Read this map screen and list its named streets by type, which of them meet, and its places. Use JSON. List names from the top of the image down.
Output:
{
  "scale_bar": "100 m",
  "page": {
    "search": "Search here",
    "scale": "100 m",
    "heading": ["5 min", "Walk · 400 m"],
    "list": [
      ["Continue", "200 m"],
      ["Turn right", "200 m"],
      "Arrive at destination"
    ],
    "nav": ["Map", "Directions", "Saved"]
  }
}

## [Task brief]
All of the material above should be printed exactly as it appears.

## [Your response]
Read this map screen and list its named streets by type, which of them meet, and its places. Use JSON. List names from the top of the image down.
Output:
{
  "scale_bar": "100 m",
  "page": {
    "search": "Search here",
    "scale": "100 m",
    "heading": ["5 min", "Walk · 400 m"],
    "list": [
      ["Continue", "200 m"],
      ["Turn right", "200 m"],
      "Arrive at destination"
    ],
    "nav": ["Map", "Directions", "Saved"]
  }
}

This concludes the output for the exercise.